Calculate Distances and Similarities to Multiple Prototypes

Calculates distances and similarity scores from a set of observations to a single prototype using weighted distance metrics. This function implements the core distance and similarity calculations used in prototype-based classification models.

Usage

compute(data, prototypes, w, g, r = 1L)

Arguments

data

A data frame of binary features (0s and 1s), as returned by make_binary_data. Each row represents an observation and each column represents a binary feature.

prototypes

A list of prototype vectors. Each must be the same length as the number of columns in data and contain only binary values (0 or 1).

w

A numeric vector of attention weights, one for each feature. Must be:

Length: Equal to length(P) and ncol(data)
Values: Non-negative and sum to 1

g

A numeric sensitivity parameter controlling the steepness of the similarity function. Must be non-negative (>= 0). Higher values make the similarity function more sensitive to distances.

r

Integer specifying the distance metric type. Note that this is irrelevant when working with binary data.

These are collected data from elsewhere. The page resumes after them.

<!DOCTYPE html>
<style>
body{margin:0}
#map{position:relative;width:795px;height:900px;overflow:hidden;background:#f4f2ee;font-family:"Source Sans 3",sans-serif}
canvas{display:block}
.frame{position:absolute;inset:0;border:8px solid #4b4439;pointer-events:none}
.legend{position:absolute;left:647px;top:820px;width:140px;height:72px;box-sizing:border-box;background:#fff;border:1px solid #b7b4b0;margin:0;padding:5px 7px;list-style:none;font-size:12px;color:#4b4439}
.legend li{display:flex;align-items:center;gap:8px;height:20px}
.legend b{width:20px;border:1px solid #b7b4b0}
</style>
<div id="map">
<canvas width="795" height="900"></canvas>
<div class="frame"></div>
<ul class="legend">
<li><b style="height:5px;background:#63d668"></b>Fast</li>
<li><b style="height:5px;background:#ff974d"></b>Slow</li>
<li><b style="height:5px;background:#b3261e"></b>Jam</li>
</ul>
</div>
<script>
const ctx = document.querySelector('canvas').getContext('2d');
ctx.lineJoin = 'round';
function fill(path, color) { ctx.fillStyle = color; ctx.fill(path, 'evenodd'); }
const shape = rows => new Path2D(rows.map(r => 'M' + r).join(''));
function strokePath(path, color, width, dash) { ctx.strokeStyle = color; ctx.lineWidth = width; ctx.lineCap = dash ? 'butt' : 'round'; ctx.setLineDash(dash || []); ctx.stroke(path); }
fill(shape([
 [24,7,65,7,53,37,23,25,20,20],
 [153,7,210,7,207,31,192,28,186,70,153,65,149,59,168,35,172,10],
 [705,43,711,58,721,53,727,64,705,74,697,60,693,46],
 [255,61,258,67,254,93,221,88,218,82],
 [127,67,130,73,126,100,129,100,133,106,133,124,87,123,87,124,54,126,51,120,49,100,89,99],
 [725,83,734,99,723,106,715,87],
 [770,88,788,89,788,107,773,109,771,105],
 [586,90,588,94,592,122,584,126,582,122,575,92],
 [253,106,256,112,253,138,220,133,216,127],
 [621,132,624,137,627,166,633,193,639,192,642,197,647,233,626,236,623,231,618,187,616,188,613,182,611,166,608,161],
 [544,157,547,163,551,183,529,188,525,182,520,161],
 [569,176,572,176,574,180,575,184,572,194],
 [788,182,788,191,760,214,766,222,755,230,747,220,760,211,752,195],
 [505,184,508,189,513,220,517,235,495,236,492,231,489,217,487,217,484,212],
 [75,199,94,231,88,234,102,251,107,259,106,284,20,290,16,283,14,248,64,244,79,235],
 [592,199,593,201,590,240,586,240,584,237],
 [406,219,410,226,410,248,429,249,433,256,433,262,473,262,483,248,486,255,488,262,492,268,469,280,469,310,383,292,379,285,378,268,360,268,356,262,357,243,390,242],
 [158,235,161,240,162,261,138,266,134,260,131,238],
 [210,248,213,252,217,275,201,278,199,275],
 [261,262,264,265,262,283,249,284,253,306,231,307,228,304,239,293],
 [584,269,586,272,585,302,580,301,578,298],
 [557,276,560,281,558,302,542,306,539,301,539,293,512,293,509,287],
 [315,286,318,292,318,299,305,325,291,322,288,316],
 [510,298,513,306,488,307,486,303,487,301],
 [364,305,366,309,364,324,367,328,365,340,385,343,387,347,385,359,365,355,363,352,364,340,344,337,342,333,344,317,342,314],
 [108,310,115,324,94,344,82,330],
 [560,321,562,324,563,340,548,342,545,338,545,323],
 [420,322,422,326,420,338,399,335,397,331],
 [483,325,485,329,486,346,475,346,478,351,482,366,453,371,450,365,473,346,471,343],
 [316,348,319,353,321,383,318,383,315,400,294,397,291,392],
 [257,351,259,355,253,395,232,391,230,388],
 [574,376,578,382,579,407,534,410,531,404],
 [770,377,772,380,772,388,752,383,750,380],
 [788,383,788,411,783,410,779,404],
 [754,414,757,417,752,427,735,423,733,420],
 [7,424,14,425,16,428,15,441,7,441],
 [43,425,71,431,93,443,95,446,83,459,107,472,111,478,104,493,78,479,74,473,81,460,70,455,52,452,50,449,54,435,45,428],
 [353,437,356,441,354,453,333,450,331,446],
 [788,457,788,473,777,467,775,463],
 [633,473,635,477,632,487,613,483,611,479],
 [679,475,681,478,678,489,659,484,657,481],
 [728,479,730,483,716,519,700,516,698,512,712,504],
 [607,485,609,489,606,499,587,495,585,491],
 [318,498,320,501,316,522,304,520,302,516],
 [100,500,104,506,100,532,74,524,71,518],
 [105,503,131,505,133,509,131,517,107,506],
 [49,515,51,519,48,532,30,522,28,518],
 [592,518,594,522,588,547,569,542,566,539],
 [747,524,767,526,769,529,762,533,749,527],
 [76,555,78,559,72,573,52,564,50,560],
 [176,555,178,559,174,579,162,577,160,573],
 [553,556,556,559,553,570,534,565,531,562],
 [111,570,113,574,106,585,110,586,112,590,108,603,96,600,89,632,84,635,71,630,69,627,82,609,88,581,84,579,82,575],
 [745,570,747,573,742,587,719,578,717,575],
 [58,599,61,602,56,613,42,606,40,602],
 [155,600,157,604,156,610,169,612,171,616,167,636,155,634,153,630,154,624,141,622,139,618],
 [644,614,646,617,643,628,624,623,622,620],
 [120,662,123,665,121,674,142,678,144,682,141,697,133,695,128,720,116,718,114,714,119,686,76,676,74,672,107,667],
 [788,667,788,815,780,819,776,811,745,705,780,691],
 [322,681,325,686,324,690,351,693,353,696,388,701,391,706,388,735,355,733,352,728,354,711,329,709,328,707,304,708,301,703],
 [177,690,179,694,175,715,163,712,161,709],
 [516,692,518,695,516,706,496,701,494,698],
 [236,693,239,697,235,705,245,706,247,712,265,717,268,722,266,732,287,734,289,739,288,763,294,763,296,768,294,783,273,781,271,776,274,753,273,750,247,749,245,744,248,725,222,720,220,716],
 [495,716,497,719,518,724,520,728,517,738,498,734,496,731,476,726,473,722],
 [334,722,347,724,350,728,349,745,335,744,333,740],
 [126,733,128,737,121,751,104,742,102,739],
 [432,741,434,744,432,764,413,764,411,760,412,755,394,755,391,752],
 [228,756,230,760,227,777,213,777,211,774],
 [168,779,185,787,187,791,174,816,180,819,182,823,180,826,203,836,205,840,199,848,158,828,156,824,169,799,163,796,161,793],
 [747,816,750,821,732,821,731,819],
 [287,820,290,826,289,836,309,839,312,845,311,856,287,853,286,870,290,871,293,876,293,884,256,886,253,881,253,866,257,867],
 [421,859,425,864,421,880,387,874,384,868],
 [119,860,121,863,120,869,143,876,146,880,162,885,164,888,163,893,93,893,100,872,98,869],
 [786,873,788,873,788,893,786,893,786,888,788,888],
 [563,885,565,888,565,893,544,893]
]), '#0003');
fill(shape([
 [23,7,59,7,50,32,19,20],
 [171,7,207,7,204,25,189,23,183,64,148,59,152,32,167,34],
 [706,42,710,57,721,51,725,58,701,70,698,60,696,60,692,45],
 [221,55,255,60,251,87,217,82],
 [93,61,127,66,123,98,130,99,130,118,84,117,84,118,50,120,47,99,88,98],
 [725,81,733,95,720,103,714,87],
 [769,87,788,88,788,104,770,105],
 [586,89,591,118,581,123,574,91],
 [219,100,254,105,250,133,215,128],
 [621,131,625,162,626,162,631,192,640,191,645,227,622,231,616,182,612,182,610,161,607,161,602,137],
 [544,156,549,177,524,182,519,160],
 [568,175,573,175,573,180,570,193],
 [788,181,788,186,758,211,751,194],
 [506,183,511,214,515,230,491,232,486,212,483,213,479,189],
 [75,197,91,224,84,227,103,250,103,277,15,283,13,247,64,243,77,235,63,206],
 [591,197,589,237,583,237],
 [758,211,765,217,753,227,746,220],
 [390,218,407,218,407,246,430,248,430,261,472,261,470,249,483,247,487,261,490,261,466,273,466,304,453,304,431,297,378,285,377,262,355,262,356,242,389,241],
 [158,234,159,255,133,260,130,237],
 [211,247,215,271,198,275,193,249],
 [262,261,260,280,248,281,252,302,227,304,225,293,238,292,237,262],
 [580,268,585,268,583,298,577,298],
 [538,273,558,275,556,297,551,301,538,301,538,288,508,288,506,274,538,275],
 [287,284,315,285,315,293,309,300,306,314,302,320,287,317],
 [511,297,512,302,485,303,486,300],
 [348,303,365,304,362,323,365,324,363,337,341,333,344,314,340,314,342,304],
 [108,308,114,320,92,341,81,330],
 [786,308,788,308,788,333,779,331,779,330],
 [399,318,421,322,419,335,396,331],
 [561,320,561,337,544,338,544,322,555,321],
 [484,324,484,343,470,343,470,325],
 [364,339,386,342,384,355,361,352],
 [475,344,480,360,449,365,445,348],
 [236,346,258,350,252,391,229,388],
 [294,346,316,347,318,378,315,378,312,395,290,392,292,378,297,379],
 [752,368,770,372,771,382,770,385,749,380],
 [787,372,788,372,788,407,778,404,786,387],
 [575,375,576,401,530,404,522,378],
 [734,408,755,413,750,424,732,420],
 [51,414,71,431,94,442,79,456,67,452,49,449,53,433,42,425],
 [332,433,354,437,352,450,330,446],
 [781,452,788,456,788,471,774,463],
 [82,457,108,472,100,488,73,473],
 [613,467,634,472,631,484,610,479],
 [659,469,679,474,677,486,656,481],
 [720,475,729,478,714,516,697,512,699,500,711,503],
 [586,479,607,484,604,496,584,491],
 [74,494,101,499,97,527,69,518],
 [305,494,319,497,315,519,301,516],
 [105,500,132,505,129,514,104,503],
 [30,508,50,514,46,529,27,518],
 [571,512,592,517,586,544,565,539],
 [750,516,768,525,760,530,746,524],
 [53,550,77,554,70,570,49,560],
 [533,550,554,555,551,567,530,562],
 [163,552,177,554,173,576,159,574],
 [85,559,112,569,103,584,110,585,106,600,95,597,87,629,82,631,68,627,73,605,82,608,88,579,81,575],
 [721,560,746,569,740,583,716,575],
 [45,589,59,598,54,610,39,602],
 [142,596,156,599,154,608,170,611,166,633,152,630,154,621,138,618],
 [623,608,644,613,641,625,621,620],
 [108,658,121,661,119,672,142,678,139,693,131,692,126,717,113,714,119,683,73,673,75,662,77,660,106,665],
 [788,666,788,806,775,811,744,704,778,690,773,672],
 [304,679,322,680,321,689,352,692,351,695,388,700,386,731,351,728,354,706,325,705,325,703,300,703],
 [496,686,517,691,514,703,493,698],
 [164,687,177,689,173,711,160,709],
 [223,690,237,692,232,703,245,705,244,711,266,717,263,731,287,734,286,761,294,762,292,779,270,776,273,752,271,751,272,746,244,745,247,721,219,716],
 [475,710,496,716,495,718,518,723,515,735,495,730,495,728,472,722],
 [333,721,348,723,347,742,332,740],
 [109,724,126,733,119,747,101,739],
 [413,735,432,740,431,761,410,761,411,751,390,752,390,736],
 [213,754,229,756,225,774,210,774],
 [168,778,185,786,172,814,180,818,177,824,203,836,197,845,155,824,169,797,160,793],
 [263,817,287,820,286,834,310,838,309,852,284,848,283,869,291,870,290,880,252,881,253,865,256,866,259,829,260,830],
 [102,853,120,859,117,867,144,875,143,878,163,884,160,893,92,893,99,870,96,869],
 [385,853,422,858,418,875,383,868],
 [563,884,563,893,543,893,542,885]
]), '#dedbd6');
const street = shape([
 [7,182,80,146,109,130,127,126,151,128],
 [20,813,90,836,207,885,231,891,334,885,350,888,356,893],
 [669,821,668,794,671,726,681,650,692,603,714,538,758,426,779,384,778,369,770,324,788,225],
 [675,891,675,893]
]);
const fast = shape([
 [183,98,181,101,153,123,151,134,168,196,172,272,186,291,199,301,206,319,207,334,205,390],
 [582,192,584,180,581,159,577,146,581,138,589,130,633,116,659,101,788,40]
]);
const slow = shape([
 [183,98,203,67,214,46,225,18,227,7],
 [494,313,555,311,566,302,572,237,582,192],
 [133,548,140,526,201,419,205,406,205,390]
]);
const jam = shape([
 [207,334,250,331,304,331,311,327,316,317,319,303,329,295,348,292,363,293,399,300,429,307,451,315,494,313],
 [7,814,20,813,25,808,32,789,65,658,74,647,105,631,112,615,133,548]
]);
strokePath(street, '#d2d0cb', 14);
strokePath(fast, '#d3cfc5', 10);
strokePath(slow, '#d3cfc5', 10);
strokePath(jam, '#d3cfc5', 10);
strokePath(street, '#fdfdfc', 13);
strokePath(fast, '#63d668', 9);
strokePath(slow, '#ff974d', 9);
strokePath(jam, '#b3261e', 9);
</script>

1: Manhattan distance (L1 norm)
2: Euclidean distance (L2 norm)

Value

A data frame with nrow(data) rows and two columns:

distance: Numeric vector of weighted distances from each observation to the prototype
similarity: Numeric vector of similarity scores, computed as exp(-g * distance)

A prototypeComputation object containing:

distance: Data frame of distances from each observation to each prototype
similarity: Data frame of similarity scores for each observation to each prototype
probabilities: Data frame of category membership probabilities
data: The original input data

The object also stores the input parameters as attributes.

Details

The function implements a prototype-based categorization model where:

1. **Distance Calculation**: For each observation $x$ and prototype $P_j$: $$d(x, P_j) = \sum_{k=1}^{K} w_k |x_k - P_{j,k}|^r$$

2. **Similarity Calculation**: $$s(x, P_j) = \exp(-g_j \cdot d(x, P_j))$$

3. **Probability Calculation**: $$P(C_j|x) = \frac{s(x, P_j)}{\sum_{i=1}^{n} s(x, P_i)}$$